Le mouvement de M. Legault rafle surtout des votes au PQ, mais la montée fulgurante de l'ADQ aux élections de 2007 a démontré que les deux «vieux partis» sont vulnérables.

Maintenant qu'il a lancé son manifeste, le principal défi de François Legault est de rester dans l'actualité, de se maintenir dans les sondages et de recruter de nouveaux militants, idéalement des libéraux qui feraient défection avant les prochaines élections.

M. Legault aurait bien voulu aussi attirer des adéquistes de la première heure, les Guy Laforest, Marie Grégoire ou Diane Bellemare, mais ceux-ci n'ont pas mordu. Attirer des gens en politique, surtout dans une nouvelle aventure aux destinées aussi incertaines, n'est pas une mince tâche.

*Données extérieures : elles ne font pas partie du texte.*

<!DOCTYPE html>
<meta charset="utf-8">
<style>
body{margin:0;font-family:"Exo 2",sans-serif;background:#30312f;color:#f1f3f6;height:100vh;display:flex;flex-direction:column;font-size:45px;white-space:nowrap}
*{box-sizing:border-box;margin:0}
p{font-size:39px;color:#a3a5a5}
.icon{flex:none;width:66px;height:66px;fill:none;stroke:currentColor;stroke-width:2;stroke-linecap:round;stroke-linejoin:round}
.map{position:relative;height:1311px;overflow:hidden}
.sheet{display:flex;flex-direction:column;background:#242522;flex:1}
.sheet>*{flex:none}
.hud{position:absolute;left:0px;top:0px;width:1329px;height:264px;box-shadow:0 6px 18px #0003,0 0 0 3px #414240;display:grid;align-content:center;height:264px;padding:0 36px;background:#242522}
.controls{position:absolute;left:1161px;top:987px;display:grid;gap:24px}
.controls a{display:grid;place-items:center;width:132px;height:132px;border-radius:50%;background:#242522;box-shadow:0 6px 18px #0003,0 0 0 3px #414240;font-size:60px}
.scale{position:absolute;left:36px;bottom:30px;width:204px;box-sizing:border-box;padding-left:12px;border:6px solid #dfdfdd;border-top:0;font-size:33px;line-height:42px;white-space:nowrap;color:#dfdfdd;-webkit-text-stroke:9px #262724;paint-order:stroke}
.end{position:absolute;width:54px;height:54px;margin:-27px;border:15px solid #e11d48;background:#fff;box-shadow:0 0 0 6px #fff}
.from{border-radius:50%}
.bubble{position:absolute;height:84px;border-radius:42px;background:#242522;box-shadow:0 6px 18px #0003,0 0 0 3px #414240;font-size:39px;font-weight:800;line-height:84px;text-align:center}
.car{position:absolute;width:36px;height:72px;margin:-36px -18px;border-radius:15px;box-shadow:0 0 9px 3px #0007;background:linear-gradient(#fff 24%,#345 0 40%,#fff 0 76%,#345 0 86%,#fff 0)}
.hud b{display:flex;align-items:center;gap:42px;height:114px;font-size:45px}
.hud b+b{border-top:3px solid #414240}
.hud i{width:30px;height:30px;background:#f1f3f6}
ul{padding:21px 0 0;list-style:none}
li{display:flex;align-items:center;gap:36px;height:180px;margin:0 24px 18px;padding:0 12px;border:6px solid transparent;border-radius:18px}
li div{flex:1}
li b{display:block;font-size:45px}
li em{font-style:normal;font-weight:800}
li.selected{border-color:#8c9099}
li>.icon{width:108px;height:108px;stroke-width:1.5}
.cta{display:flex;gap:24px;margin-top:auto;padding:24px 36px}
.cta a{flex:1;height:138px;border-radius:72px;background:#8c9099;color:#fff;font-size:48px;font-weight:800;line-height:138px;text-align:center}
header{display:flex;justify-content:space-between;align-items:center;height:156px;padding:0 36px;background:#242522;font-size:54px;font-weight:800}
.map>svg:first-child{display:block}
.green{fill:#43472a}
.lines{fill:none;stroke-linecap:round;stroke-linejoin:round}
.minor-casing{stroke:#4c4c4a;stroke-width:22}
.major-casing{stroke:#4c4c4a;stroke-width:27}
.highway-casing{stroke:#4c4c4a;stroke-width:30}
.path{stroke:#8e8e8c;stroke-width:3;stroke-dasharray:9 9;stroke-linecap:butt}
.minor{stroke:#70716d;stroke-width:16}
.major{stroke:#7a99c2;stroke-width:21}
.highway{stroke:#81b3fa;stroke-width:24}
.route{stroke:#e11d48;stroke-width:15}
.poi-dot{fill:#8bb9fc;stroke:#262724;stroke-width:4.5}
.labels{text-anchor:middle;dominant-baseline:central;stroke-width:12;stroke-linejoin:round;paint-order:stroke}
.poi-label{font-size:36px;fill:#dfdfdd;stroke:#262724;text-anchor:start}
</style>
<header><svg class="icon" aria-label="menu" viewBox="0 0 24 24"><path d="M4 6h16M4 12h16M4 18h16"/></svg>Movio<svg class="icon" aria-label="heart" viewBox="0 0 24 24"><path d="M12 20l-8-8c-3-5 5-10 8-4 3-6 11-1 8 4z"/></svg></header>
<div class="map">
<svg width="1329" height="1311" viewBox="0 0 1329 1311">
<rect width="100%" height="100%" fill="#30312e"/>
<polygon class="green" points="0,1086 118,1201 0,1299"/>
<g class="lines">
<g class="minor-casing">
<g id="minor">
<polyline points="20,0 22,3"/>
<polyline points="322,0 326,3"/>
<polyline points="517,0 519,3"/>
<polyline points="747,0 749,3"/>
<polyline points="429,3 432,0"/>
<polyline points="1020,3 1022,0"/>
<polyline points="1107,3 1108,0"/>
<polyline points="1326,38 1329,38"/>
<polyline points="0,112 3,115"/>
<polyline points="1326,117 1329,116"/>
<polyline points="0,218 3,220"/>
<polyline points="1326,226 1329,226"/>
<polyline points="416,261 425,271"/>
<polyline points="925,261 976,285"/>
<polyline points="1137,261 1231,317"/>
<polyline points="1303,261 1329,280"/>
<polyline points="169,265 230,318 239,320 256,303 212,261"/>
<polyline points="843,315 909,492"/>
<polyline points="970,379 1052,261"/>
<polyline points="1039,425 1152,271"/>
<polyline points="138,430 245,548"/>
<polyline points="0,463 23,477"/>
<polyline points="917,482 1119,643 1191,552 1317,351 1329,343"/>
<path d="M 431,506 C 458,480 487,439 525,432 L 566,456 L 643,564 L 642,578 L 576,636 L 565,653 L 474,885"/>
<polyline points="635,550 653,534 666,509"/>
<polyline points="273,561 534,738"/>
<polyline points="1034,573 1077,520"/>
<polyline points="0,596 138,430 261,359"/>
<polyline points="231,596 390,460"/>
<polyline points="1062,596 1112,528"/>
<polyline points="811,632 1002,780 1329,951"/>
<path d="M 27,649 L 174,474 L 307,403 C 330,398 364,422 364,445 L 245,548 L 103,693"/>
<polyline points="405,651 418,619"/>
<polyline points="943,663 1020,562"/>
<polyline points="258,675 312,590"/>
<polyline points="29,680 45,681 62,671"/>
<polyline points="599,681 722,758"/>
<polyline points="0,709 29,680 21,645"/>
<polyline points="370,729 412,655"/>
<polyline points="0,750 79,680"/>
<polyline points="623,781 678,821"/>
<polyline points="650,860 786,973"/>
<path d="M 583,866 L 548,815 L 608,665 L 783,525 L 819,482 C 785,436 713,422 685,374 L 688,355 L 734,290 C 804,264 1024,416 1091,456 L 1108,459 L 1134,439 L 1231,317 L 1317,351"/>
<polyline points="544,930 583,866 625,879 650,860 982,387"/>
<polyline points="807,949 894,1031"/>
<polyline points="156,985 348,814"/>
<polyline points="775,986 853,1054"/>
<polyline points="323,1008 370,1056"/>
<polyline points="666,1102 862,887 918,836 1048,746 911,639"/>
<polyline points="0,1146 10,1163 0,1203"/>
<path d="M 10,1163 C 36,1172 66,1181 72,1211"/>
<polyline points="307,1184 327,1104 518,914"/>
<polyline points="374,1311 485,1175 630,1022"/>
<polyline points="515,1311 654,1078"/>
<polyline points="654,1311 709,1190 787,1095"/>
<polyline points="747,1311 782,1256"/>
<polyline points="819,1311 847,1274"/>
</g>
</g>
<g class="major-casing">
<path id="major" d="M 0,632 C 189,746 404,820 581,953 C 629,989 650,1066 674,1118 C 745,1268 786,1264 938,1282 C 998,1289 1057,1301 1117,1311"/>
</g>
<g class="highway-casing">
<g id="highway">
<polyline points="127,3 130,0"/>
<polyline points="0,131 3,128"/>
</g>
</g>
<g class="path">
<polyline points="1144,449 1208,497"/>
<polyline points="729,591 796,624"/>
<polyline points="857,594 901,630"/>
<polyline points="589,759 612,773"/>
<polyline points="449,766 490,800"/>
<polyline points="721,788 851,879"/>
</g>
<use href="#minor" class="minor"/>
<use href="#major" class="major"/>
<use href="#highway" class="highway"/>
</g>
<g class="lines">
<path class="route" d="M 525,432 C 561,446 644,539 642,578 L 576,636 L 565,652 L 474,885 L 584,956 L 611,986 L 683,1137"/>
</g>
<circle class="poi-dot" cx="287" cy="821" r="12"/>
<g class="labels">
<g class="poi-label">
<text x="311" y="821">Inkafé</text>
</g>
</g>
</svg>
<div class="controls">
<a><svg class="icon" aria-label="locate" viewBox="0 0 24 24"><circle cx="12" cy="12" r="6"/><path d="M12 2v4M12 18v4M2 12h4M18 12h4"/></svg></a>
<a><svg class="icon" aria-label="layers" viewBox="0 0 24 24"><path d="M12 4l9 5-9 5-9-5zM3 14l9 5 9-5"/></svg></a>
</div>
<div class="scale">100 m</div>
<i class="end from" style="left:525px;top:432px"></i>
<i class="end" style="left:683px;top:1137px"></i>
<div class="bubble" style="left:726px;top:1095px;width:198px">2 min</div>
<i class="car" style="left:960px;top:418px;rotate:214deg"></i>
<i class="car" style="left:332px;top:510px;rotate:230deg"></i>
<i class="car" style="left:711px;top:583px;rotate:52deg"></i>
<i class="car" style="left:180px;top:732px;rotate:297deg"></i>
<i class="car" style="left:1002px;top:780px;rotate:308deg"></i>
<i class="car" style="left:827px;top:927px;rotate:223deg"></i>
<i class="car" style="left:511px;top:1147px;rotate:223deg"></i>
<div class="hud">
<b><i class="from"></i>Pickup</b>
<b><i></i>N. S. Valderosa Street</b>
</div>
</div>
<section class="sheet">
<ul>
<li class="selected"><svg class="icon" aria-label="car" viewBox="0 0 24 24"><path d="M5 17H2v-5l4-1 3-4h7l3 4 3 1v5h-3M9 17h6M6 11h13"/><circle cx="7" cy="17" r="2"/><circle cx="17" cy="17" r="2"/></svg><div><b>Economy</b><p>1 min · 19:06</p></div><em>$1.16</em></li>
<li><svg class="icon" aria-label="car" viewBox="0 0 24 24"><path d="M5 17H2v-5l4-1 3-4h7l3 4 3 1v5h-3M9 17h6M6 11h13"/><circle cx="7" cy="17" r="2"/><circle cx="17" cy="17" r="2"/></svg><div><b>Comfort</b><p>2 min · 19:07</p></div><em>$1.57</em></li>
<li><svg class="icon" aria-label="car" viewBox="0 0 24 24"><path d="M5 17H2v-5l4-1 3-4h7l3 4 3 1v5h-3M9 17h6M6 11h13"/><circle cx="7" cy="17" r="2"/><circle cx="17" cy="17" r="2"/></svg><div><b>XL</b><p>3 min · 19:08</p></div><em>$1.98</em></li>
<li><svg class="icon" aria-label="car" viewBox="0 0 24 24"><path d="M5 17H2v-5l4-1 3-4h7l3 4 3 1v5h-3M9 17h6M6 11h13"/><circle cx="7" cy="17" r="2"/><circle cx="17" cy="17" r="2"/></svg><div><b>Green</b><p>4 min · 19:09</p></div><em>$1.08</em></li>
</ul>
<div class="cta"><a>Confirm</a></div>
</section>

À la décharge de François Legault, on peut aussi comprendre l'approche prudente de son manifeste. Théoriquement, les Québécois semblent bien disposés à voter pour un nouveau parti, mais les intentions de vote risquent de fondre comme neige au soleil le jour où on leur parlera de tarifs, de sacrifices, d'efforts et de changements.

Le manifeste des «caquistes» est pour le moment rempli de lieux communs et de voeux pieux, mais un éventuel programme politique, si François Legault est sérieux dans sa volonté de secouer le Québec, devra appeler un chat un chat.